• DATA SHOWN
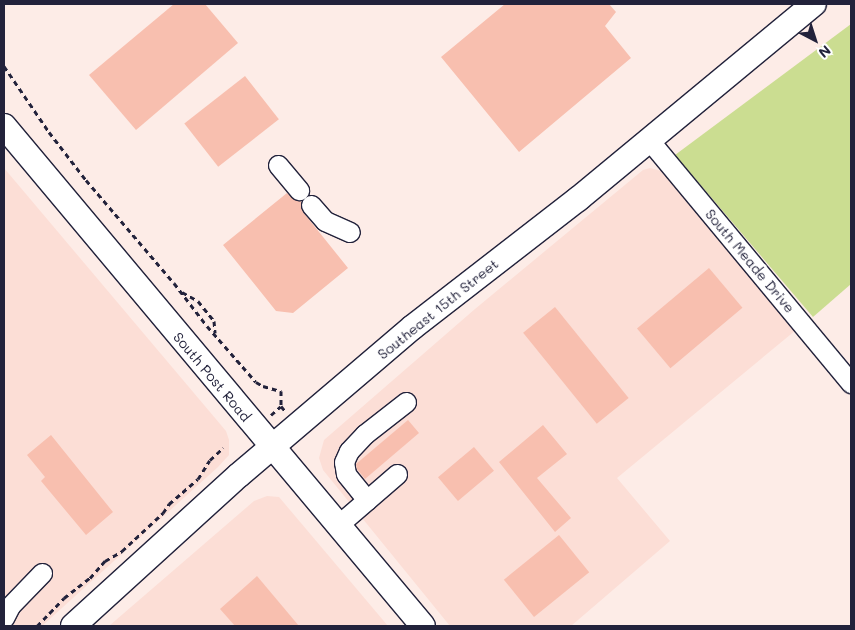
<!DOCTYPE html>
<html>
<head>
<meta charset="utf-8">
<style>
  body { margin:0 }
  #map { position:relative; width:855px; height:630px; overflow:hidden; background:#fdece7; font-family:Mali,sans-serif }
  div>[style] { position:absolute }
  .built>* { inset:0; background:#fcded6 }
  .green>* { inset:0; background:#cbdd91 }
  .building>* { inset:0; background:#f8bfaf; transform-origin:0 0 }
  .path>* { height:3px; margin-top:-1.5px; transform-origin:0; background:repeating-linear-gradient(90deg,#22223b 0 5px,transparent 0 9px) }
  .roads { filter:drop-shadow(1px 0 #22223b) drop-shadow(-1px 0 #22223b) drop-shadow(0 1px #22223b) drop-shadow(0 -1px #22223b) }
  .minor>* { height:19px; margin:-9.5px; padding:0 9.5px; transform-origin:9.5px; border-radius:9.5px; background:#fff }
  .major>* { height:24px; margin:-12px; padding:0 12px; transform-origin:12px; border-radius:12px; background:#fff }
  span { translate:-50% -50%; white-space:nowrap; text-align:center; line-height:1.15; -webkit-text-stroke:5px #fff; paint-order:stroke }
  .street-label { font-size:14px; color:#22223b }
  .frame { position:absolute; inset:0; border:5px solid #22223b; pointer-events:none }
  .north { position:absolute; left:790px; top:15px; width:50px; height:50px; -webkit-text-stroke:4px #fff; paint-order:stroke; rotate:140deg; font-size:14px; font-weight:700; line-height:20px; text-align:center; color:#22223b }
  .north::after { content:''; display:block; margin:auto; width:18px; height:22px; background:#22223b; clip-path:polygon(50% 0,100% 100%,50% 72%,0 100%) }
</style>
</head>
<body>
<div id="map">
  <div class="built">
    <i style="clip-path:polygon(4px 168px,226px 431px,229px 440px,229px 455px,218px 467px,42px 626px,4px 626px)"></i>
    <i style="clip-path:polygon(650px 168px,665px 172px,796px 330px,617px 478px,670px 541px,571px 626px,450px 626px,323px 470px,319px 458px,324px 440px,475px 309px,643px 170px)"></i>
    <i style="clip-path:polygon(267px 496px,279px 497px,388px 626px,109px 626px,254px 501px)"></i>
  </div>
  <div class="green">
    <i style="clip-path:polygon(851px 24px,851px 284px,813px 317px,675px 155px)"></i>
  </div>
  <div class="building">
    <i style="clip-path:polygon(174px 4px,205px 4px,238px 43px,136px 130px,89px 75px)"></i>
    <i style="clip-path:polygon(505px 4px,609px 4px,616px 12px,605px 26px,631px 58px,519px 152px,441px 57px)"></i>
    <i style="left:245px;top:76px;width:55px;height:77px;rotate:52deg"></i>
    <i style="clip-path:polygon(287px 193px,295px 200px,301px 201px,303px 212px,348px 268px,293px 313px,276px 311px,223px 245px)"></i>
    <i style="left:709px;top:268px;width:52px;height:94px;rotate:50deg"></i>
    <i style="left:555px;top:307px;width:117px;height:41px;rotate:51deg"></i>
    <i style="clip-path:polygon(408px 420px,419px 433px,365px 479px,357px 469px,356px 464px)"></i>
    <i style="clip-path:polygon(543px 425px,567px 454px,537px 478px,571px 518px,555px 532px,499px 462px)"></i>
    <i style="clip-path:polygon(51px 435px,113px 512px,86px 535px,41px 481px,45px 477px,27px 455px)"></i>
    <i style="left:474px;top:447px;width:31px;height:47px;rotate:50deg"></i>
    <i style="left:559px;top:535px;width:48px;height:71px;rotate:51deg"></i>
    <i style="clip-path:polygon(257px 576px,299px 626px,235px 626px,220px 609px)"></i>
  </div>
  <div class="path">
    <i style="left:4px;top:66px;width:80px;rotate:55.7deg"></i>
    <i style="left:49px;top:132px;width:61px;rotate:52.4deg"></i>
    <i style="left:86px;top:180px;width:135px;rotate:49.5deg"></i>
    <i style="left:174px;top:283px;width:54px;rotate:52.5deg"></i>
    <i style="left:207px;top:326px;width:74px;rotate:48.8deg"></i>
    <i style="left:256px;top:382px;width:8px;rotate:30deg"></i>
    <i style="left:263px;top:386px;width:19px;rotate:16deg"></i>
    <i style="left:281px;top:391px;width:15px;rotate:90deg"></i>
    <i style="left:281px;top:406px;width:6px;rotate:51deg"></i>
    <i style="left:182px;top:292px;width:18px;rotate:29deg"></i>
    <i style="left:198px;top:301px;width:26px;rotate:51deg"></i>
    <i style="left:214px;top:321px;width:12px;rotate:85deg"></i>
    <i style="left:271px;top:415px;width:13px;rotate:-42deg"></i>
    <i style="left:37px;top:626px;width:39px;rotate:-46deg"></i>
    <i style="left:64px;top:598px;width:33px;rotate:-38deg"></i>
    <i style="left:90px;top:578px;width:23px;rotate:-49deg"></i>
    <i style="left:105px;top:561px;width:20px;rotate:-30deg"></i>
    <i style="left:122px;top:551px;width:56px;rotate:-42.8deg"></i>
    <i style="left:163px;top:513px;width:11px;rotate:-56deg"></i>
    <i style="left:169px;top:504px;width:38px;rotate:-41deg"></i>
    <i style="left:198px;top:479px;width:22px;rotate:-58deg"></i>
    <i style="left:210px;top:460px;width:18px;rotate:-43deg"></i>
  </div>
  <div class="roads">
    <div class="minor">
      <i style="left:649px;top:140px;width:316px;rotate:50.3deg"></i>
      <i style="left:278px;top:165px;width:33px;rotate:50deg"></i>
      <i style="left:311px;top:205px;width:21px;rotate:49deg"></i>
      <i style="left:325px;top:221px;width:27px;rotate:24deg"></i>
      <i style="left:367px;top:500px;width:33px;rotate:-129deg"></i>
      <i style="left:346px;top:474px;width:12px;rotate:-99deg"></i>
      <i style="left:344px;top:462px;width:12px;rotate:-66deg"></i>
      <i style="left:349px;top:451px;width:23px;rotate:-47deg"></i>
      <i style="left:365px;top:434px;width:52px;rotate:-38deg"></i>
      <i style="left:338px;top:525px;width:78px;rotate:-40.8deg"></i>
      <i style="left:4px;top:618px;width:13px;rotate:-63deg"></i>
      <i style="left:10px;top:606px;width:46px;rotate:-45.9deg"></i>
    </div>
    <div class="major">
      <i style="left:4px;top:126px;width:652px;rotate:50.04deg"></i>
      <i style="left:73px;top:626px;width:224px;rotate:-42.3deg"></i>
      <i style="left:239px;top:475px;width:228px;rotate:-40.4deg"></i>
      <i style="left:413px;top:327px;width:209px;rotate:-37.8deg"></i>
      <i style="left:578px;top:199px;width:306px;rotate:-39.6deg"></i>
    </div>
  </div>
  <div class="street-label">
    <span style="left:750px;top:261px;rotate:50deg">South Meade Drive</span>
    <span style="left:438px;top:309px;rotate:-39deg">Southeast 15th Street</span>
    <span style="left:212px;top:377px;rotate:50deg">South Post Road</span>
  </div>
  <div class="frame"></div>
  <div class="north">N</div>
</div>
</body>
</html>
--
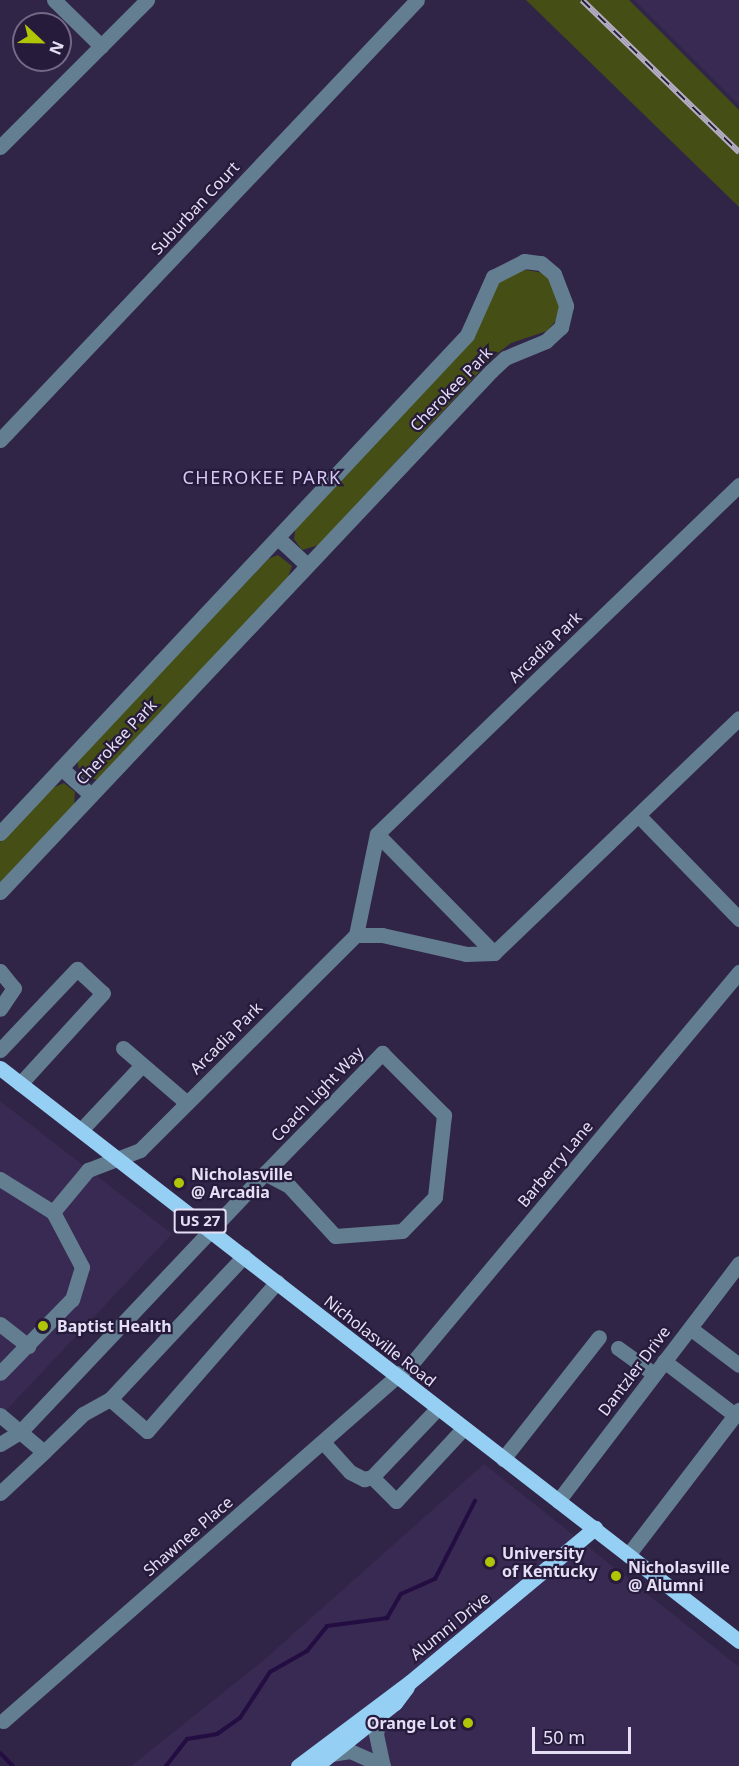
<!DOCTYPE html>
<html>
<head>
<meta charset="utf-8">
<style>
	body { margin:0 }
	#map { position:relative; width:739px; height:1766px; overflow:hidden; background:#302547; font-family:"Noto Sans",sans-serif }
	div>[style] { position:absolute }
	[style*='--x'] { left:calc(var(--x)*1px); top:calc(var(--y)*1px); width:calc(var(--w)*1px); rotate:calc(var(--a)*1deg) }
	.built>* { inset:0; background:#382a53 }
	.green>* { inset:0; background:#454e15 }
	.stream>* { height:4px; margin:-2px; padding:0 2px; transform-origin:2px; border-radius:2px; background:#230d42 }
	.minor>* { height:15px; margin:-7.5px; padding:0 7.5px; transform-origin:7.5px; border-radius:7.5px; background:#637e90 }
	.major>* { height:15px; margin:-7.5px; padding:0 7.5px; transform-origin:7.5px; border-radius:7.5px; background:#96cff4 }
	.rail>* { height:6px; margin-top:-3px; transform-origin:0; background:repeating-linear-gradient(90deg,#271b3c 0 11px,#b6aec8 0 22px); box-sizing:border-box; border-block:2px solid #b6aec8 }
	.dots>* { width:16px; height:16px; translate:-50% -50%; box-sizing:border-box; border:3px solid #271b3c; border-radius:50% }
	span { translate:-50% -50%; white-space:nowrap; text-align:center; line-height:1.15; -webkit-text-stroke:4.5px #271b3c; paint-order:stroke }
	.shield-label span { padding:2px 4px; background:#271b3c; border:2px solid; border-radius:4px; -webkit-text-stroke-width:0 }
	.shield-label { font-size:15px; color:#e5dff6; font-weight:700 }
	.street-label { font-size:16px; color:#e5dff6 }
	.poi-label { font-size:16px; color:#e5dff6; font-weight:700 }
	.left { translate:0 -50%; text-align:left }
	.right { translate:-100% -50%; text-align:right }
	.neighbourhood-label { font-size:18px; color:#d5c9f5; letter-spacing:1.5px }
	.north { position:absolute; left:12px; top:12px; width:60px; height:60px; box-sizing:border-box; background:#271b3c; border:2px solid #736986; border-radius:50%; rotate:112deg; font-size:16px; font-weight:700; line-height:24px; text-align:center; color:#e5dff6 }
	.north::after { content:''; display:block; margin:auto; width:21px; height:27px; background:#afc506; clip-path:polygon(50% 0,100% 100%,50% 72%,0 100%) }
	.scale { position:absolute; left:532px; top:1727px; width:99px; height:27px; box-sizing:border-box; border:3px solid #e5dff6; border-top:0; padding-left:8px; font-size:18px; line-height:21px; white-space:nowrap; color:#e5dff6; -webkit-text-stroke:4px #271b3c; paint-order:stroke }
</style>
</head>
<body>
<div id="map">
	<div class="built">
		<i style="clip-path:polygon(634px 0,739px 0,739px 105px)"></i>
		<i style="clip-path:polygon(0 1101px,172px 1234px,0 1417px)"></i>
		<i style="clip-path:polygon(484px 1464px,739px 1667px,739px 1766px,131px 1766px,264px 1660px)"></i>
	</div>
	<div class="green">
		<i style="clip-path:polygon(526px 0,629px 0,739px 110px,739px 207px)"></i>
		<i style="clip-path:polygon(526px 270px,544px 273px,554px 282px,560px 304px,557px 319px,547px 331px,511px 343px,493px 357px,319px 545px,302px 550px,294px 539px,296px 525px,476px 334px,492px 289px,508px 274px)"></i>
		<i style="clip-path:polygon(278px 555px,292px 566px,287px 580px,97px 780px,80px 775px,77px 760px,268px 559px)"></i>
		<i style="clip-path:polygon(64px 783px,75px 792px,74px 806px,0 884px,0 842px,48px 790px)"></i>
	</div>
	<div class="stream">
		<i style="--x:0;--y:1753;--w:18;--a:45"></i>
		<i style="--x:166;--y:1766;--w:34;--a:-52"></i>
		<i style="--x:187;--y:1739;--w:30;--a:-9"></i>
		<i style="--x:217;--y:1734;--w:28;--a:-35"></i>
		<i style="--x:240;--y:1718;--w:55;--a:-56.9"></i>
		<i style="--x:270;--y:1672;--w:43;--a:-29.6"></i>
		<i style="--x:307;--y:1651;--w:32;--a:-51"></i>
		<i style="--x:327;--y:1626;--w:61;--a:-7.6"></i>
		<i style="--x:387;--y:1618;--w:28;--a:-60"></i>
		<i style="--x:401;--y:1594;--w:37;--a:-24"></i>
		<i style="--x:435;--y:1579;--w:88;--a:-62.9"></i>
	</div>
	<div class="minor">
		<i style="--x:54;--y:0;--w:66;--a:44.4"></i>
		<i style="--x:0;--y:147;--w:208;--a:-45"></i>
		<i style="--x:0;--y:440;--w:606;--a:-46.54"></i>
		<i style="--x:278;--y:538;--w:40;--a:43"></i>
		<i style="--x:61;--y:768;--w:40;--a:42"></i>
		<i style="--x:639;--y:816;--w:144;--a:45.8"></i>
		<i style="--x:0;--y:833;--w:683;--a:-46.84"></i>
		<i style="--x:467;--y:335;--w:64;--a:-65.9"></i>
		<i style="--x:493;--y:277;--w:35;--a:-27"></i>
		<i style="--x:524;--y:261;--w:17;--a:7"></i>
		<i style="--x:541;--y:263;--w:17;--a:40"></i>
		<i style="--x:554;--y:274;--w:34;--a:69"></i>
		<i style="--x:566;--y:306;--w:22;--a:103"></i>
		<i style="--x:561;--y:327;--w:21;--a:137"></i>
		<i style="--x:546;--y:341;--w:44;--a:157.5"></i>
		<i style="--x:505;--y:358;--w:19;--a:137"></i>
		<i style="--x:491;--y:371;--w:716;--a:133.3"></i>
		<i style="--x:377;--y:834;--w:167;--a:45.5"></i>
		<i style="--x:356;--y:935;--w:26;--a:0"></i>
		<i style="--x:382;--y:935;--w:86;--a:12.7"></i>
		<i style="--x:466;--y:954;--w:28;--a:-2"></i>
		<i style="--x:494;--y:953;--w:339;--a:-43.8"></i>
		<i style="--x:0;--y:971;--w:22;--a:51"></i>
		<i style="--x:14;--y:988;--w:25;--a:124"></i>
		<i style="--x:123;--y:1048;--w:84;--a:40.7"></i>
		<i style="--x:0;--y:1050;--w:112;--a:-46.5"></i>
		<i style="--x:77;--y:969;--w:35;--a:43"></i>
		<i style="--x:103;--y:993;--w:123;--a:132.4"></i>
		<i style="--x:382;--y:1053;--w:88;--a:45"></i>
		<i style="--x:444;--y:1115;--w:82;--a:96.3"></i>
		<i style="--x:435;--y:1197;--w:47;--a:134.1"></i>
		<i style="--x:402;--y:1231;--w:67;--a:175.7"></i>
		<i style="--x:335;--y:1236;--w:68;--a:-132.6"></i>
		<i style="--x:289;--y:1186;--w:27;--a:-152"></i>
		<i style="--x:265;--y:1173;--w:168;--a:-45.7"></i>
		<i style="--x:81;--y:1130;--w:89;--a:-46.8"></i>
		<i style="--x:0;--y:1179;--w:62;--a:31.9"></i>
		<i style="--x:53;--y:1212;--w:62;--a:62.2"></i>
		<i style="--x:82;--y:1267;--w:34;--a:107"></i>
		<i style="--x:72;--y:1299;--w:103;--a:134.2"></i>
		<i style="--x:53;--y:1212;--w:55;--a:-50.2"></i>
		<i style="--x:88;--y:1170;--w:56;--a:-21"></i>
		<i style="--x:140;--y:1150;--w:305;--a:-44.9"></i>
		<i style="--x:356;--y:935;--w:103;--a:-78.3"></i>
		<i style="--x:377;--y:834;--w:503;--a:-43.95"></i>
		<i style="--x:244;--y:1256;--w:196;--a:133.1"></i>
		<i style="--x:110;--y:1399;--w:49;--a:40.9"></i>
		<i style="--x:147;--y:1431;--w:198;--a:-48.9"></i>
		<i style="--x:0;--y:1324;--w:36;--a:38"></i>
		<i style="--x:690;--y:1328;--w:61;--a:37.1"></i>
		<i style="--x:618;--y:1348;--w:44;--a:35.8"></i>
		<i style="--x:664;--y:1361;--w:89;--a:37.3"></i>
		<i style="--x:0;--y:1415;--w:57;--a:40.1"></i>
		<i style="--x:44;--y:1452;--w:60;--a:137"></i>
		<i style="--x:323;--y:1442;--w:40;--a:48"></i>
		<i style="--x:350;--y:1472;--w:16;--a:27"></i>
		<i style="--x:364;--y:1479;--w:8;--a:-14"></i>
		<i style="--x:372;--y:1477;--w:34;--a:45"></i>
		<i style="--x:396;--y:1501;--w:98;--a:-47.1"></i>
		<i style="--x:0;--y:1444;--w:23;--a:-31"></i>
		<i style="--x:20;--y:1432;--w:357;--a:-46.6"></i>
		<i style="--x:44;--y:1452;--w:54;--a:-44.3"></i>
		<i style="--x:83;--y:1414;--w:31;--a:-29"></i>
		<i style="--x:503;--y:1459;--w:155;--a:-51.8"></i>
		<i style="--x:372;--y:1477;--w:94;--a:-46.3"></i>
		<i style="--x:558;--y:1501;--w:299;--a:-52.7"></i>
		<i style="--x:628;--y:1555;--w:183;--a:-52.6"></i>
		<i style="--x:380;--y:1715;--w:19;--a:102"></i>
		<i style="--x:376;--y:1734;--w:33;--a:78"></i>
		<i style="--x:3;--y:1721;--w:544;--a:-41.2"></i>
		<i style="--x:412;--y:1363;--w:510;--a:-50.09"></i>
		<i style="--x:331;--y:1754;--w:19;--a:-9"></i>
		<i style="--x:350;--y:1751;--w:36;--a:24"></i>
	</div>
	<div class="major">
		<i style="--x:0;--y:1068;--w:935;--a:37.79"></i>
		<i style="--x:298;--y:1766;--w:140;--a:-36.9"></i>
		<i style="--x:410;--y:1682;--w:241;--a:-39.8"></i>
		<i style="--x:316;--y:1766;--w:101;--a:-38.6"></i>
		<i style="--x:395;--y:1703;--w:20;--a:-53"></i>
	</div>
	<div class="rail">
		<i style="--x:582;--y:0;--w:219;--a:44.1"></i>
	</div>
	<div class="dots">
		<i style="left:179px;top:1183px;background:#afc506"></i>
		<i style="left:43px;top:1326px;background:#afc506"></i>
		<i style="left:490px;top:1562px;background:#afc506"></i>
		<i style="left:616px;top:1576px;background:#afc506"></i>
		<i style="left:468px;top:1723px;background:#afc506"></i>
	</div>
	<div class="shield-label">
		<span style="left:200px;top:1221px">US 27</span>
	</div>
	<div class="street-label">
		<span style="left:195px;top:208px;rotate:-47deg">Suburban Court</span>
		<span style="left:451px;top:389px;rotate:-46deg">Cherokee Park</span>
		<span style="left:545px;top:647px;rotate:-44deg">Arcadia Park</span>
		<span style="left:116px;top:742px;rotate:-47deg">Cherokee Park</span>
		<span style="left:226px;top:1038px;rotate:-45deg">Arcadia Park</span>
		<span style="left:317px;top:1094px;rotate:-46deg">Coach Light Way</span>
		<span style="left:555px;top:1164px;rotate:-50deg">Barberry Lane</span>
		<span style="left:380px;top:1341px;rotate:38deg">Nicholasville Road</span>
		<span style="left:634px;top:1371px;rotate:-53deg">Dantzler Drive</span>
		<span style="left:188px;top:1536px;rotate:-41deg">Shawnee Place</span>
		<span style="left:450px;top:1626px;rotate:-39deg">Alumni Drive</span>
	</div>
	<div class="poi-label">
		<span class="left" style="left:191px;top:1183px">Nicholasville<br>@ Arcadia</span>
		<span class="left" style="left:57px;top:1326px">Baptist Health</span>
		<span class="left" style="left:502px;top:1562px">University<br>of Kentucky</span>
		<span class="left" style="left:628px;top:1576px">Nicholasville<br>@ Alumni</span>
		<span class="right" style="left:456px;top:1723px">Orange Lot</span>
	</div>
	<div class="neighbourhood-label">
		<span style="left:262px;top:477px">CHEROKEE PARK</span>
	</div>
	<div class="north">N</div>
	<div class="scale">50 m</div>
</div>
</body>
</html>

• WHAT NEEDS TO BE DONE
Going down the listing above, begin printing at the line with "position:relative; width:739px; height:1766px;" and finish with the line with "width:16px; height:16px; translate:-50%", exactly as they appear.

• WRITTEN RESPONSE
	#map { position:relative; width:739px; height:1766px; overflow:hidden; background:#302547; font-family:"Noto Sans",sans-serif }
	div>[style] { position:absolute }
	[style*='--x'] { left:calc(var(--x)*1px); top:calc(var(--y)*1px); width:calc(var(--w)*1px); rotate:calc(var(--a)*1deg) }
	.built>* { inset:0; background:#382a53 }
	.green>* { inset:0; background:#454e15 }
	.stream>* { height:4px; margin:-2px; padding:0 2px; transform-origin:2px; border-radius:2px; background:#230d42 }
	.minor>* { height:15px; margin:-7.5px; padding:0 7.5px; transform-origin:7.5px; border-radius:7.5px; background:#637e90 }
	.major>* { height:15px; margin:-7.5px; padding:0 7.5px; transform-origin:7.5px; border-radius:7.5px; background:#96cff4 }
	.rail>* { height:6px; margin-top:-3px; transform-origin:0; background:repeating-linear-gradient(90deg,#271b3c 0 11px,#b6aec8 0 22px); box-sizing:border-box; border-block:2px solid #b6aec8 }
	.dots>* { width:16px; height:16px; translate:-50% -50%; box-sizing:border-box; border:3px solid #271b3c; border-radius:50% }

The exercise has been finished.